Swing Trade Correlation Checklist
Last verified: 2026-07-07 PDT
A swing trade correlation checklist helps traders see when several different tickers are actually the same risk wearing different clothes. The setup may look separate on each chart, but sector, theme, beta, earnings calendar, and market regime can tie the outcomes together.
Quick definition
Correlation is the tendency for positions to move together. In a trading workflow, the exact statistical coefficient is less important than the practical question: if the same event hits the market tomorrow, do these positions all get hurt at the same time?
The rule
Before adding another swing position, check total exposure by theme, sector, direction, holding period, and gap risk.

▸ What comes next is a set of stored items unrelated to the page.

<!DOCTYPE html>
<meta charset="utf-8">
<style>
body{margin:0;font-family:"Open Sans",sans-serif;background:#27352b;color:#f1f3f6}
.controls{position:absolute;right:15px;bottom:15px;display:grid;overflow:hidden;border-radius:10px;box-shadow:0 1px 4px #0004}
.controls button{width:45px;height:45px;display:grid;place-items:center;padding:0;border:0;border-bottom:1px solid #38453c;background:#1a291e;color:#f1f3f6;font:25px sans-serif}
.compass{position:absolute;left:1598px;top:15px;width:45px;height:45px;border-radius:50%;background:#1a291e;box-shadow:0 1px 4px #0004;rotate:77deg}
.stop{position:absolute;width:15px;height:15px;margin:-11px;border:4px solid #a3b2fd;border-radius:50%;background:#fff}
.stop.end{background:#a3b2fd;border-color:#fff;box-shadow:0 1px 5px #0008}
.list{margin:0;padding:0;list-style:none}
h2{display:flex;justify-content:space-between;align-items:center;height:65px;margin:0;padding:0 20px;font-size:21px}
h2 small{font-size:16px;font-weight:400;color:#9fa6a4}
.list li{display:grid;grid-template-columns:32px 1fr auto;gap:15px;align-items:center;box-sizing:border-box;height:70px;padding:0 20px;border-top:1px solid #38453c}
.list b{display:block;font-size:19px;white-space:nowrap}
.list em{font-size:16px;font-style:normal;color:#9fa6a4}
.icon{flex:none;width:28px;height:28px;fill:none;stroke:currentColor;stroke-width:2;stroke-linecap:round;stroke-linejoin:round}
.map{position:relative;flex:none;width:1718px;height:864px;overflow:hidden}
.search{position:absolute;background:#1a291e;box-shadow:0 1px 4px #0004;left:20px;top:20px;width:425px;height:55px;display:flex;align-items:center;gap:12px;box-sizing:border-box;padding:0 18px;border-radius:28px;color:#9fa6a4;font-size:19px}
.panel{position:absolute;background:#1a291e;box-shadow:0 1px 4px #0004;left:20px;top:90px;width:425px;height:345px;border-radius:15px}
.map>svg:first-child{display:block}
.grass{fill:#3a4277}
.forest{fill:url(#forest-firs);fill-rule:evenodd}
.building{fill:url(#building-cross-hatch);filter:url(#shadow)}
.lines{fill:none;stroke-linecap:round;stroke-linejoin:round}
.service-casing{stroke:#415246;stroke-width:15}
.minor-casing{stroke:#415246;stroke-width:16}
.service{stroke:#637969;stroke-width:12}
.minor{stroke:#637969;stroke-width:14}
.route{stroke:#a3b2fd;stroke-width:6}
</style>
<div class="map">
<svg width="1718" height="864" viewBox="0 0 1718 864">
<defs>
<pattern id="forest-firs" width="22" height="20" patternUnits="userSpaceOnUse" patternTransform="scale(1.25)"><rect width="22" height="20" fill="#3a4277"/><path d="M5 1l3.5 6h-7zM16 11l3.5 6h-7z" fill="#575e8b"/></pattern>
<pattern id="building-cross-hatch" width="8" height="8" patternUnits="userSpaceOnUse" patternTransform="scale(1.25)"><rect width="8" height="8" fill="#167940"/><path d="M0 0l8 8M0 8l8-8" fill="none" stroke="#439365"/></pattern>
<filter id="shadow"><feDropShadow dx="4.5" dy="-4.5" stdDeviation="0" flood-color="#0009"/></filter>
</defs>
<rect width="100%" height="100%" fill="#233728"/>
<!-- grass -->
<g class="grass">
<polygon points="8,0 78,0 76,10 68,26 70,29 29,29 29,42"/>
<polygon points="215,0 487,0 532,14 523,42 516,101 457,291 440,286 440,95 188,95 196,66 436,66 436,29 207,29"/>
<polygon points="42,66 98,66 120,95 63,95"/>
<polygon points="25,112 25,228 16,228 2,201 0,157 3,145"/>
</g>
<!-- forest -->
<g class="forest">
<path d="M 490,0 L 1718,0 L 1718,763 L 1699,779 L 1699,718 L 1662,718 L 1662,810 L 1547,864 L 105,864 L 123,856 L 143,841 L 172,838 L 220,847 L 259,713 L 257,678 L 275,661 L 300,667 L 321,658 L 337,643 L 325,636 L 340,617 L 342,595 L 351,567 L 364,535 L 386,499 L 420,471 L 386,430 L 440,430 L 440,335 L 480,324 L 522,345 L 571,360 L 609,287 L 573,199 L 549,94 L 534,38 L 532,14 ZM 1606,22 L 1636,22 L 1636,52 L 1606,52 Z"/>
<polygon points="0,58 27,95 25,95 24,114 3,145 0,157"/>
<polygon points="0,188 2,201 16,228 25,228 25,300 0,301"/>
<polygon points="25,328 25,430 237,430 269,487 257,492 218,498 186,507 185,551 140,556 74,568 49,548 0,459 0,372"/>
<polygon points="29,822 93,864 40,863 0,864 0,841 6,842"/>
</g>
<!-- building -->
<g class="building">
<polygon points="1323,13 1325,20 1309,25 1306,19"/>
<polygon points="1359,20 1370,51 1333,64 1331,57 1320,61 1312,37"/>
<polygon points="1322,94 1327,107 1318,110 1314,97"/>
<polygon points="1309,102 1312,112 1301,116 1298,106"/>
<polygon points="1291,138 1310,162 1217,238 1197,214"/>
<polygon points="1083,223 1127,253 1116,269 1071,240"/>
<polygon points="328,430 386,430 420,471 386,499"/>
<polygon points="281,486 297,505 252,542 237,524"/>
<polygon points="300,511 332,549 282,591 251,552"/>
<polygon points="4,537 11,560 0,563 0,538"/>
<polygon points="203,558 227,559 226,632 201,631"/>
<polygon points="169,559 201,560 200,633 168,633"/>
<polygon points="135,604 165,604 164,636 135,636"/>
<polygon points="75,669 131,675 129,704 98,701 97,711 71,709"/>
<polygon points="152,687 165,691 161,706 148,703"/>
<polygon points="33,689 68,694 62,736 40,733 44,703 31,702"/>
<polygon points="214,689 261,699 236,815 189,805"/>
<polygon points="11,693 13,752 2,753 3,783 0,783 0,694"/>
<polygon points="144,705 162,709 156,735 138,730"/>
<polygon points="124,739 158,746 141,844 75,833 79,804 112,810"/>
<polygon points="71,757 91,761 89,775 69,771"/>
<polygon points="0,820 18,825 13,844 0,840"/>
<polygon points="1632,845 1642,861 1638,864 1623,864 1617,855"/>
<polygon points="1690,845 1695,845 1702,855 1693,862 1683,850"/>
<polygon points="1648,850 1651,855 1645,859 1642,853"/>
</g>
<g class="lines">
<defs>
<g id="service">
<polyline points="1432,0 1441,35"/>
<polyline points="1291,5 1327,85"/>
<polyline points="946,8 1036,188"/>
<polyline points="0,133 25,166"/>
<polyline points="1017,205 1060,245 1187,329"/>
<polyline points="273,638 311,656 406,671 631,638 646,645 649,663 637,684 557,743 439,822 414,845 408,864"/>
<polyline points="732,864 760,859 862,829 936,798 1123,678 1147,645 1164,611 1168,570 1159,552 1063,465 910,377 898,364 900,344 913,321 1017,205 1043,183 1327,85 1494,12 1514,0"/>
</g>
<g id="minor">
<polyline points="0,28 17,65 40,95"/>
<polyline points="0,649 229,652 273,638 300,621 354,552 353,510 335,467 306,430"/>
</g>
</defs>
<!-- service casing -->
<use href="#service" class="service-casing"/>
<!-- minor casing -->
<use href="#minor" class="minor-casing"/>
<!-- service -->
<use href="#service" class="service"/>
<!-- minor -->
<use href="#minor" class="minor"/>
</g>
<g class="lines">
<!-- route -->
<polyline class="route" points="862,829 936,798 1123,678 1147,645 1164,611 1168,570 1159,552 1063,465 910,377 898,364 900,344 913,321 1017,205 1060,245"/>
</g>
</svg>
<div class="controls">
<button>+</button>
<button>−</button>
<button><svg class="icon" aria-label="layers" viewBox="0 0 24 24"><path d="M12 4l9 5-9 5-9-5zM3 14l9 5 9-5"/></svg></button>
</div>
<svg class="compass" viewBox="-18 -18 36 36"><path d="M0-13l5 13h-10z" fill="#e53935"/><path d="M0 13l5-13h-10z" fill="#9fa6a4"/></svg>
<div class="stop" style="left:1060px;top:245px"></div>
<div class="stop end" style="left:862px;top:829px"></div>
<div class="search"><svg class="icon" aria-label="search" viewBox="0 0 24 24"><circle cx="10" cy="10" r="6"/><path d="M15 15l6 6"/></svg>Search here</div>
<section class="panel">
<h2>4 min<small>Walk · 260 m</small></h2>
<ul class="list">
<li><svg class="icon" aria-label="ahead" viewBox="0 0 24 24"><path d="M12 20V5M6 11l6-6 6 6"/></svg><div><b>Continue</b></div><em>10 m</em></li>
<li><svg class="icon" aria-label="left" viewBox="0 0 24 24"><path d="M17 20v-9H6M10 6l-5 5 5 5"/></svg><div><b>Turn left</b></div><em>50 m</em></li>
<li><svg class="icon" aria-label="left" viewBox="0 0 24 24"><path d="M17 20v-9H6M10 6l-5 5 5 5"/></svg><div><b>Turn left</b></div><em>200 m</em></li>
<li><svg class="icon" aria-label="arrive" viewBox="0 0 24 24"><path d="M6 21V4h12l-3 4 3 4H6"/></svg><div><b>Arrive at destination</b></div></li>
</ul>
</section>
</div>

A clean chart does not cancel crowded portfolio heat.
Use this review order:
| Step | Review item | Question to answer |
|---|---|---|
| 1 | Direction | Are most open trades leaning long, short, or volatility-sensitive? |
| 2 | Sector and theme | Do multiple names depend on the same macro, AI, rate, energy, bank, or consumer story? |
| 3 | Beta and index exposure | Would an index gap hit most positions together? |
| 4 | Event calendar | Are earnings, CPI, Fed, product launches, or legal events clustered? |
| 5 | Stop distance | What is the combined dollar risk if stops slip? |
| 6 | Portfolio heat | What percent of account equity is exposed across related ideas? |
Simple math example
Imagine three swing trades each risk $300 on paper. The trader may think total risk is $900. But if all three are high-beta growth names with similar earnings-week exposure, a gap could skip stops across the basket. If the realistic gap-risk estimate is $500 each, the stress-case basket risk is $1,500 instead of $900.
Practical framework
Create a correlation tag before entry: index beta, sector, theme, event, time horizon, and direction. Then cap user-defined basket risk. If a new position would push the same basket above the limit, the checklist can require smaller size, delayed entry, or a written exception note.
What to document
Write the date, account or portfolio context, assumptions, thresholds, source notes, screenshots, and the decision reason. If a fact depends on taxes, broker rules, plan documents, or personal constraints, mark it for qualified review rather than guessing.
Mistakes to avoid
Do not count tickers as diversification by default. Do not ignore overnight gap risk. Do not add a fourth version of the same idea just because the chart looks cleaner. Do not move stops wider after realizing the basket is crowded. Fix the exposure before entry, not after the move starts.
Bucko workflow
Use Bucko to tag trades by theme, sector, event, risk amount, stop distance, and review outcome. Bucko can support education, journaling, scenario analysis, user-defined guardrails, and review workflows without turning the checklist into a prediction engine.
Bucko workflow checklist
- ▸Tag the new idea by sector, theme, beta, direction, and holding period.
- ▸Add up dollar risk across related positions.
- ▸Stress-test a gap scenario rather than only the stop price.
- ▸Check event clustering before the entry.
- ▸Write the reason if the trade exceeds the normal basket limit.